Assignment ▸
How do the lines below between the ones holding "ctx.lineJoin = 'round';" and "const poly = rows", inclusive, read? Give them again exactly, with no other lines.

Supplied data ▸
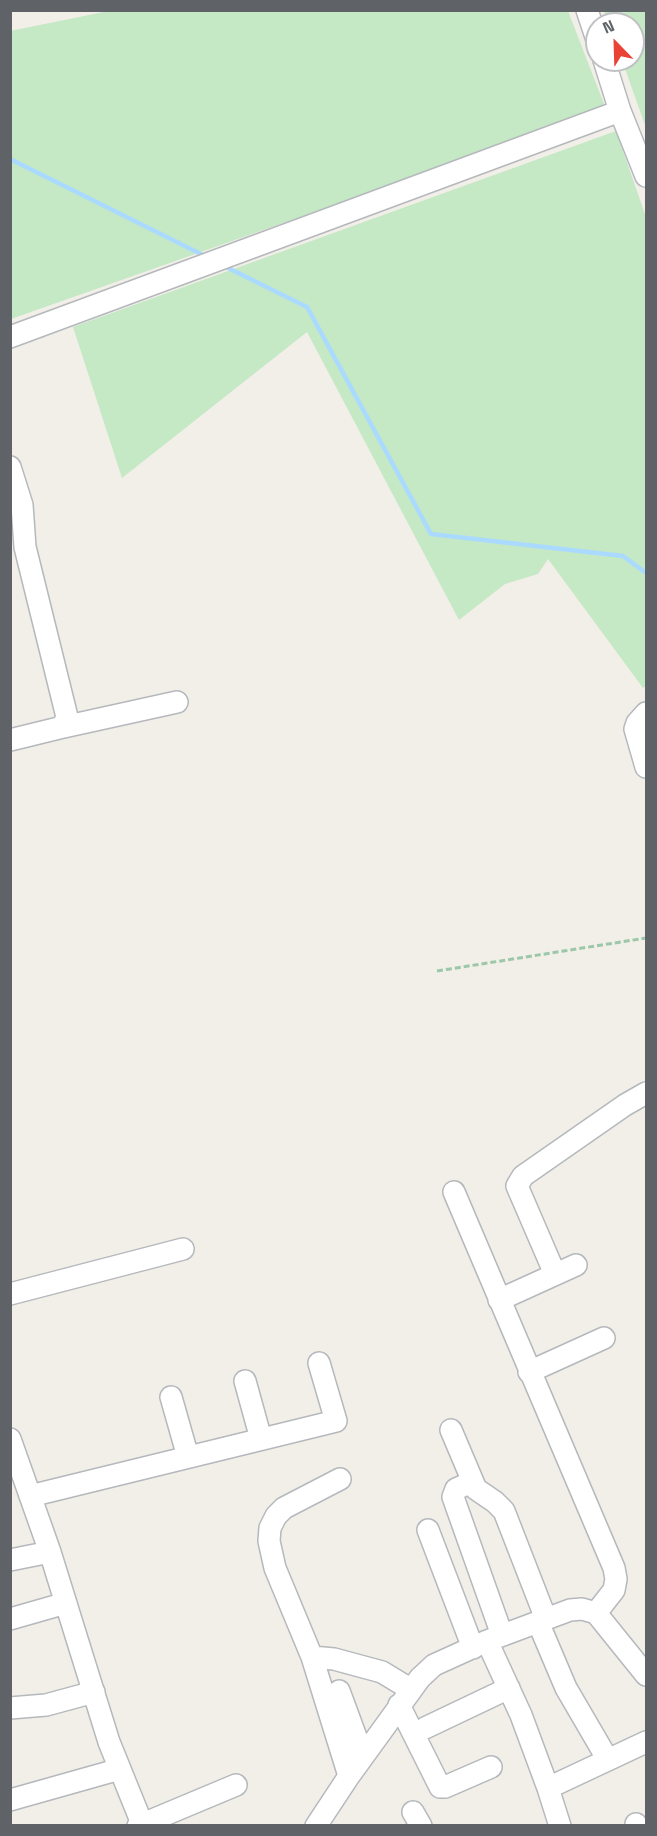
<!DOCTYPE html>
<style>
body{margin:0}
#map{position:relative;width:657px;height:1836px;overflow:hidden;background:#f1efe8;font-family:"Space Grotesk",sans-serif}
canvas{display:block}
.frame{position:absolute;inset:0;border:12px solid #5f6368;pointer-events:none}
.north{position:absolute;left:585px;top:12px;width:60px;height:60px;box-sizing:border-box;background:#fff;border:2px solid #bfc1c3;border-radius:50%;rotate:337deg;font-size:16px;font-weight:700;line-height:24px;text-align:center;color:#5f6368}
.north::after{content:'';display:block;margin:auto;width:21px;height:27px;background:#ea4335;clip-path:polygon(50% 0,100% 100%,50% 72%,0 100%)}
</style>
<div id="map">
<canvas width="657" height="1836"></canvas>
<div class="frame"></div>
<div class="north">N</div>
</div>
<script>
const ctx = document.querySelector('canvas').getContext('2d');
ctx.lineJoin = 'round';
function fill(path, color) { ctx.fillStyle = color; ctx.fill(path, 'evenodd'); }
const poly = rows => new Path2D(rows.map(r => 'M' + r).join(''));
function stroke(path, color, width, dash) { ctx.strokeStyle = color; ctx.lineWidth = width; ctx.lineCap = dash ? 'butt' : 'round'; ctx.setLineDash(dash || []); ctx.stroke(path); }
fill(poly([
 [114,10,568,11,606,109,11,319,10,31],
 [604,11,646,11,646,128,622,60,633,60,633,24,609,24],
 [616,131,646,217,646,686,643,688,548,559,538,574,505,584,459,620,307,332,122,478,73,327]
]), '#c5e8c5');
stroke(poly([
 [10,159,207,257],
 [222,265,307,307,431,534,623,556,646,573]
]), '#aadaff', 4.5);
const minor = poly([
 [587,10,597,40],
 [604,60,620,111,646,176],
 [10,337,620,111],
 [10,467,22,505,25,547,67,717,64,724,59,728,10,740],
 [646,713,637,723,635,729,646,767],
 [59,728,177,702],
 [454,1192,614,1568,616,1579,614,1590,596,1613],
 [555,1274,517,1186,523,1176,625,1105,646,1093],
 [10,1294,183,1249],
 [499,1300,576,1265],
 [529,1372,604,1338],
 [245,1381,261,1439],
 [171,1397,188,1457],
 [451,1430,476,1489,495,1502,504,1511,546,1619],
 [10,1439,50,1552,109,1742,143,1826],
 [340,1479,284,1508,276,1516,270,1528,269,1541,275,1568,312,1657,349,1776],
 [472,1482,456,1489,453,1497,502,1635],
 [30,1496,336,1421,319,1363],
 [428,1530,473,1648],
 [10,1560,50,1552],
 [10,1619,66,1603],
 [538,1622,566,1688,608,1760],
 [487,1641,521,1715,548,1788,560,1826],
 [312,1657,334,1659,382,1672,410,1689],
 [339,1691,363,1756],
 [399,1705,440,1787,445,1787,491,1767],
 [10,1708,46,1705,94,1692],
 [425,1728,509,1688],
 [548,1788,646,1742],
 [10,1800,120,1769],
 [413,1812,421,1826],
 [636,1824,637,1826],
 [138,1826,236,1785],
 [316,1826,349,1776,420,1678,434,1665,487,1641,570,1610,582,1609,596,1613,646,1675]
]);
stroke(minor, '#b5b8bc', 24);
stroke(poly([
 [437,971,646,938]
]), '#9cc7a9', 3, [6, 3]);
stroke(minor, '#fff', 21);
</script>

---

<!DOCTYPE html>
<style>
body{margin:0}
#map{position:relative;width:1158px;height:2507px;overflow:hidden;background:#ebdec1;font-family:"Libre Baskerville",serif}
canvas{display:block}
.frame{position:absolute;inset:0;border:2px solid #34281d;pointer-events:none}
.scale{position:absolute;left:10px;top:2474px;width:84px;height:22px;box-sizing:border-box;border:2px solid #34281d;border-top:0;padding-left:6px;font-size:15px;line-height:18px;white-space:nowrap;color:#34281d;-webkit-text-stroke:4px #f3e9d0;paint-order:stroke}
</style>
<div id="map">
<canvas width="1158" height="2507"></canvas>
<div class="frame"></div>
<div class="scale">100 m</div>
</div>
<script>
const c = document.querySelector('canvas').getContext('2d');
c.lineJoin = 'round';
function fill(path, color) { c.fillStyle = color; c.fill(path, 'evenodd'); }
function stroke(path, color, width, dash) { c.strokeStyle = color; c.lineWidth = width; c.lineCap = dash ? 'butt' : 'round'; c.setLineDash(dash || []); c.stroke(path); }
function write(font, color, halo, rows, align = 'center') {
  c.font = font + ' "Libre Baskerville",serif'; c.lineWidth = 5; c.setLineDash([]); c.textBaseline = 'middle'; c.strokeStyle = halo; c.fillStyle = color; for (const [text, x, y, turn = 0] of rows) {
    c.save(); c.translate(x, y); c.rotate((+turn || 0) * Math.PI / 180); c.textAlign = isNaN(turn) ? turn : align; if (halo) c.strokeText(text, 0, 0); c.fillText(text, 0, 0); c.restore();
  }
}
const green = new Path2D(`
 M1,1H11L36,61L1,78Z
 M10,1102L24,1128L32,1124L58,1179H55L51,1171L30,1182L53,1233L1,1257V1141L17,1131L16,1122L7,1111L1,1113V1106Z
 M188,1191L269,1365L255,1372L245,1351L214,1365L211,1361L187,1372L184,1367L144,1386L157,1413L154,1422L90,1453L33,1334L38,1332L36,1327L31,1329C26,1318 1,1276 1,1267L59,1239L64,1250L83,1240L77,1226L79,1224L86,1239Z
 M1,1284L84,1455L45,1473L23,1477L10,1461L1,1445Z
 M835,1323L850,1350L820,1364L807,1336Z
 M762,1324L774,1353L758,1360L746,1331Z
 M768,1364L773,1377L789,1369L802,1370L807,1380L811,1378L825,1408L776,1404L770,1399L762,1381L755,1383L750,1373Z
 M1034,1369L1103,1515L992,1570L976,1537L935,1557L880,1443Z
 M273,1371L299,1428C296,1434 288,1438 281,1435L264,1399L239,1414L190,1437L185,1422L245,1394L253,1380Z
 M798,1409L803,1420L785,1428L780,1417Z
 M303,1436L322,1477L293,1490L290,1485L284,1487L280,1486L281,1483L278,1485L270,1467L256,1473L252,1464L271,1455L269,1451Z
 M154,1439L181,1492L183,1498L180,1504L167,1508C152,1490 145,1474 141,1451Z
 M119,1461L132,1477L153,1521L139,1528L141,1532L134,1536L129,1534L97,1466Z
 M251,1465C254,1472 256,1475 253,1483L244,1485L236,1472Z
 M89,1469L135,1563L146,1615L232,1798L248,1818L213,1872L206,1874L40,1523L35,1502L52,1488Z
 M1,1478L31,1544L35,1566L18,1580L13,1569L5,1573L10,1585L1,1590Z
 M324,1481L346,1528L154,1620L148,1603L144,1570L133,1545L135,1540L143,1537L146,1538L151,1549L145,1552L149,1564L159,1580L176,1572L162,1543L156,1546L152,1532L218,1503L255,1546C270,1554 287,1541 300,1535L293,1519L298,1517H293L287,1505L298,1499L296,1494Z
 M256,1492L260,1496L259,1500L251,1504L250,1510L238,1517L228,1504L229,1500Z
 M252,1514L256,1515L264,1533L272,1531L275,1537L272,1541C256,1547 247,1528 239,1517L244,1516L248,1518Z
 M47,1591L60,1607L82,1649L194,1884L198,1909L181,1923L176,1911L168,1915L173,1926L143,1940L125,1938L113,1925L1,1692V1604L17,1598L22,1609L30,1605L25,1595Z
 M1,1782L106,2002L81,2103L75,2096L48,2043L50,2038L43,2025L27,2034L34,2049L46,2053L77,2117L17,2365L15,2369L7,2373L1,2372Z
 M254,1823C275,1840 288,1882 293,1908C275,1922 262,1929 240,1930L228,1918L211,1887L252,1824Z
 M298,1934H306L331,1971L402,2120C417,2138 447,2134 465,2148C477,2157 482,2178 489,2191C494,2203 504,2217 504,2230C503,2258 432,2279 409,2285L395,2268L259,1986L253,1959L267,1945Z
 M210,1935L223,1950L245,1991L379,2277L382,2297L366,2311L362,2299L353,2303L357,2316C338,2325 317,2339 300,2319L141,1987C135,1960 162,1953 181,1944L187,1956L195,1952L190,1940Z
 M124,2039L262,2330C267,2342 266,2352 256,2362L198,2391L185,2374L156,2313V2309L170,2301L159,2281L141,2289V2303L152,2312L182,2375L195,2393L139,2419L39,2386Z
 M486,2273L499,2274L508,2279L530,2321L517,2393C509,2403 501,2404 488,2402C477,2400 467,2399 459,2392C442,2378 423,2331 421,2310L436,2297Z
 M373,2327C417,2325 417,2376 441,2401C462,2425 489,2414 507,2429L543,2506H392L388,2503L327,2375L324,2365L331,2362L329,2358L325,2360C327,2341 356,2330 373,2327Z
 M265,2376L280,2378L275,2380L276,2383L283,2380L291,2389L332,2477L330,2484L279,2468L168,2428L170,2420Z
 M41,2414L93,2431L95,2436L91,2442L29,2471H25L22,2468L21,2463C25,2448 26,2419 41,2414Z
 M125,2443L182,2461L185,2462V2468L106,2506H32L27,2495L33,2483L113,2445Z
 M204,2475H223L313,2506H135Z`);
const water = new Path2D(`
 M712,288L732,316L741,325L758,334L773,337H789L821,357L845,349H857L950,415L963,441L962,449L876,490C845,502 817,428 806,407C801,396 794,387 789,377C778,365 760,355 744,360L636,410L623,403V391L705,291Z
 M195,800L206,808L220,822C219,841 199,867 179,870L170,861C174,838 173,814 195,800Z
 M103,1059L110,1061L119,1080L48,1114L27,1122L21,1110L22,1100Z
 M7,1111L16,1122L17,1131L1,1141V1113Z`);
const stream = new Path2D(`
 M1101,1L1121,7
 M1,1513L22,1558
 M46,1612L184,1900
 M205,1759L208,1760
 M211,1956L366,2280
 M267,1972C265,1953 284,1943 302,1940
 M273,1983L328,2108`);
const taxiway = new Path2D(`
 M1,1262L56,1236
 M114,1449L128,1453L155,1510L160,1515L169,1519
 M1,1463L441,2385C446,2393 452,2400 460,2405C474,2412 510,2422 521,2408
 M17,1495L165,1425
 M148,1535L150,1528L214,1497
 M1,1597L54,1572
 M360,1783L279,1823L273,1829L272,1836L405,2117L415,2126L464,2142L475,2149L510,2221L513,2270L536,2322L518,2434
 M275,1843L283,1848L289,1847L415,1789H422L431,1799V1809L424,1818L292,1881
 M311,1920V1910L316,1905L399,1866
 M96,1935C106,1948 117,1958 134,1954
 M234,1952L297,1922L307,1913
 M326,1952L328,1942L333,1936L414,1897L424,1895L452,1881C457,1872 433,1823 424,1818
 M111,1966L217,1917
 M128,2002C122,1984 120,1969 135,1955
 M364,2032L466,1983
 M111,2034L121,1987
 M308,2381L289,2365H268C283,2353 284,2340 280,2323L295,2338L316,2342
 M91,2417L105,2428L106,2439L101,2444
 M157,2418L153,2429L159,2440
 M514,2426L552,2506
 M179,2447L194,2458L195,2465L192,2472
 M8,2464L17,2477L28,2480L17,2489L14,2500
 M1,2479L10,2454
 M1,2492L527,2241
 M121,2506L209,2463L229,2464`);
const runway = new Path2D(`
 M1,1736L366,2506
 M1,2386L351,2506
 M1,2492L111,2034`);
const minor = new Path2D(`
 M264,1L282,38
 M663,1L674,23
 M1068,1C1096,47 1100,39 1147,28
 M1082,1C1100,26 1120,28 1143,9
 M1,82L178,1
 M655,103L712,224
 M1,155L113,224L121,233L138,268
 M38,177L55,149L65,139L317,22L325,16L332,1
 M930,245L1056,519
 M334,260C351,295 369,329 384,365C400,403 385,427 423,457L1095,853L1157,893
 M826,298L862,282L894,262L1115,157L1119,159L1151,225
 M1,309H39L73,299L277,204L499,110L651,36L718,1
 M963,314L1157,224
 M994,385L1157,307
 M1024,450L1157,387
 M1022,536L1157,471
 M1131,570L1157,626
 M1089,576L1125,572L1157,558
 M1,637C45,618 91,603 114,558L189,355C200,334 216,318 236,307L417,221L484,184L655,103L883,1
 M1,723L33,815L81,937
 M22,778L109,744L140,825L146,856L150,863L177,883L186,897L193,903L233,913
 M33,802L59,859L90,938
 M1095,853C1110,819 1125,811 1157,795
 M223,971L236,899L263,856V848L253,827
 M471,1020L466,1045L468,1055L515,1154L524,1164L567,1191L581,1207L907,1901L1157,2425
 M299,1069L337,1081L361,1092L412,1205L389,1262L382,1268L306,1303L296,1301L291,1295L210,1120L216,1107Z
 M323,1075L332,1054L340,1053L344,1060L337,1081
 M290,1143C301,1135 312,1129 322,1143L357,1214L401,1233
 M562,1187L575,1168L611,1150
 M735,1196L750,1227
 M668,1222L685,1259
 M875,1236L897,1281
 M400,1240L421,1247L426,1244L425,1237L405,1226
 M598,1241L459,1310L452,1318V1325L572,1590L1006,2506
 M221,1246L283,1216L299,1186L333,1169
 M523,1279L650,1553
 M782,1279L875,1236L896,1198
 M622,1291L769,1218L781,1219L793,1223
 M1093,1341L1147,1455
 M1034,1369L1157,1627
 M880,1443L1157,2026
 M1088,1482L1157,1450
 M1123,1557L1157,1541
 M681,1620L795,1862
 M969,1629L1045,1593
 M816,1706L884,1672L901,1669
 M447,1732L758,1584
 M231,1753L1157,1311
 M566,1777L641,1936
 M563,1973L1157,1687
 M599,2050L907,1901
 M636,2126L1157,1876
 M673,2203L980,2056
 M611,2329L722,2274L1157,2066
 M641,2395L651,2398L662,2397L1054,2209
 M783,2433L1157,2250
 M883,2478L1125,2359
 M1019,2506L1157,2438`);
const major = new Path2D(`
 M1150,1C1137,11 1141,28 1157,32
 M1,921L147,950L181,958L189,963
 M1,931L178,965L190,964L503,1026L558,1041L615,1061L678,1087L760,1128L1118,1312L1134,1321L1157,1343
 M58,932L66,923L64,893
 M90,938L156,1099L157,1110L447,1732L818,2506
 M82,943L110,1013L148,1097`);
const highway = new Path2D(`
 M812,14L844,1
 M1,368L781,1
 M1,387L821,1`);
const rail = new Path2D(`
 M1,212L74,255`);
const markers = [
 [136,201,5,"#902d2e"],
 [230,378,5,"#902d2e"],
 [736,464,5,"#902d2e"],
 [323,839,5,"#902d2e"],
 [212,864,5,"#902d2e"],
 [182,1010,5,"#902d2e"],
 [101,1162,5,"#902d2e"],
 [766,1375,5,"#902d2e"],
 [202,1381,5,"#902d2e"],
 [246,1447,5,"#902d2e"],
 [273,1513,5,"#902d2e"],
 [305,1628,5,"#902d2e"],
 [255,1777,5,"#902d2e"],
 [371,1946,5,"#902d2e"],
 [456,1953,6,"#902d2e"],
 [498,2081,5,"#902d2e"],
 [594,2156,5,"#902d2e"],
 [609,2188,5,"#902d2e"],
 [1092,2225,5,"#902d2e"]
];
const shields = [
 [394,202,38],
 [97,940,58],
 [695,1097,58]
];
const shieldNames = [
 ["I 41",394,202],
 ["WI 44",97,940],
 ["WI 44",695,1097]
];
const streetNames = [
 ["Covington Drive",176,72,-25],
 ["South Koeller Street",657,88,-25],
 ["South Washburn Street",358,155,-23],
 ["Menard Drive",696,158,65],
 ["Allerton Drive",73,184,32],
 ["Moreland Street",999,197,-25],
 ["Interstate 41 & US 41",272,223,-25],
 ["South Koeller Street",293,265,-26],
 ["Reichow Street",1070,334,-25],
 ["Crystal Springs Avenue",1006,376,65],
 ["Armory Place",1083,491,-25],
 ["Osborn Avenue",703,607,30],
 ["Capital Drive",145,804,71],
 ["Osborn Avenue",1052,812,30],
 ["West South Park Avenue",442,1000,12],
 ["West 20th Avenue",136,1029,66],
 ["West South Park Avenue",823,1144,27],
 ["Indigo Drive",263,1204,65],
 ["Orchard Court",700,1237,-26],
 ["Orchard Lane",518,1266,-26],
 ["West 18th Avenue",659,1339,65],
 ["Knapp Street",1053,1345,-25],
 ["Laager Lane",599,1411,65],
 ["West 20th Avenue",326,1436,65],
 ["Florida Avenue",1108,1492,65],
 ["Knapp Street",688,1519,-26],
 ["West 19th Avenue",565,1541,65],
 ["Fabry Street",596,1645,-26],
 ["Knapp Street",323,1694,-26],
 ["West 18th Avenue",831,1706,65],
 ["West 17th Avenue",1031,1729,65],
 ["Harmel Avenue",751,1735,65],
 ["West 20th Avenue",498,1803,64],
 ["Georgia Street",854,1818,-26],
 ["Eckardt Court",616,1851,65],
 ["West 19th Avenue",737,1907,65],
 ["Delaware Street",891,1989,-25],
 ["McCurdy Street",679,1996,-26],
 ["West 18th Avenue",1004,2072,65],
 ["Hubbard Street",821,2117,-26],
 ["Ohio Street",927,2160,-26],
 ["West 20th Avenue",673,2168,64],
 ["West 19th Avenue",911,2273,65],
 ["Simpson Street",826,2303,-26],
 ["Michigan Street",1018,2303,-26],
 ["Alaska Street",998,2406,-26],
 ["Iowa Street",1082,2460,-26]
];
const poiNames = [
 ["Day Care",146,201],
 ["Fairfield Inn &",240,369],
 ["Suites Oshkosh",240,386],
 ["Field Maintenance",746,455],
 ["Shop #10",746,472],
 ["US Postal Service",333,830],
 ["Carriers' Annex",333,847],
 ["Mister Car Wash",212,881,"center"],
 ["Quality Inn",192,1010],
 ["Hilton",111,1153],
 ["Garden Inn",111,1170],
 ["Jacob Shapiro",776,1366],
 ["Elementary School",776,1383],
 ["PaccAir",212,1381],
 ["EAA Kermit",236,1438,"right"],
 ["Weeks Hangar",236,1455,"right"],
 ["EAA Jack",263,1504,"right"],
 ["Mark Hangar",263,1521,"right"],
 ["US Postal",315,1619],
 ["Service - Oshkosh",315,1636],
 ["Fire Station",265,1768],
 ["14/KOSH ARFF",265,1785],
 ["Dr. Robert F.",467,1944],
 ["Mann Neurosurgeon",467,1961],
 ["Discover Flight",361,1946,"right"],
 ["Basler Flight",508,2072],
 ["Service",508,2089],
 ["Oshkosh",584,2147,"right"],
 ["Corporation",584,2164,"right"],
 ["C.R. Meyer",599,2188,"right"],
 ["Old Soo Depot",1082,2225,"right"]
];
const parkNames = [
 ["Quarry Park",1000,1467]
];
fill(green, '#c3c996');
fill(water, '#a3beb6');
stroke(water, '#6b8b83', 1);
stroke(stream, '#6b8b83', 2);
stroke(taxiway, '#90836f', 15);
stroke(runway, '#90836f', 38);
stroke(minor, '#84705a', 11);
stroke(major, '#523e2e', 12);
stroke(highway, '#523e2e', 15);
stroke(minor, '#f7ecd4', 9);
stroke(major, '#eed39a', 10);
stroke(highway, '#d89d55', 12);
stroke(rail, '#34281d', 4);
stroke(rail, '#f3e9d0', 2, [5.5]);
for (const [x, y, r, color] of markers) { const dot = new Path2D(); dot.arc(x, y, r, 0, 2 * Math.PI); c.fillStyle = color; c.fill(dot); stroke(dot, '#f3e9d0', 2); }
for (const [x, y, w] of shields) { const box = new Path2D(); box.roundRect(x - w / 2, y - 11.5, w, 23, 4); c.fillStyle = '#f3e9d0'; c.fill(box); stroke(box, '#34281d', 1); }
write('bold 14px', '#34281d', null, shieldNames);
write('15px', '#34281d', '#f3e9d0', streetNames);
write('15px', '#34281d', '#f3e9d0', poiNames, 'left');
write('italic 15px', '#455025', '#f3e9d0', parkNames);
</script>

Final answer ▸
ctx.lineJoin = 'round';
function fill(path, color) { ctx.fillStyle = color; ctx.fill(path, 'evenodd'); }
const poly = rows => new Path2D(rows.map(r => 'M' + r).join(''));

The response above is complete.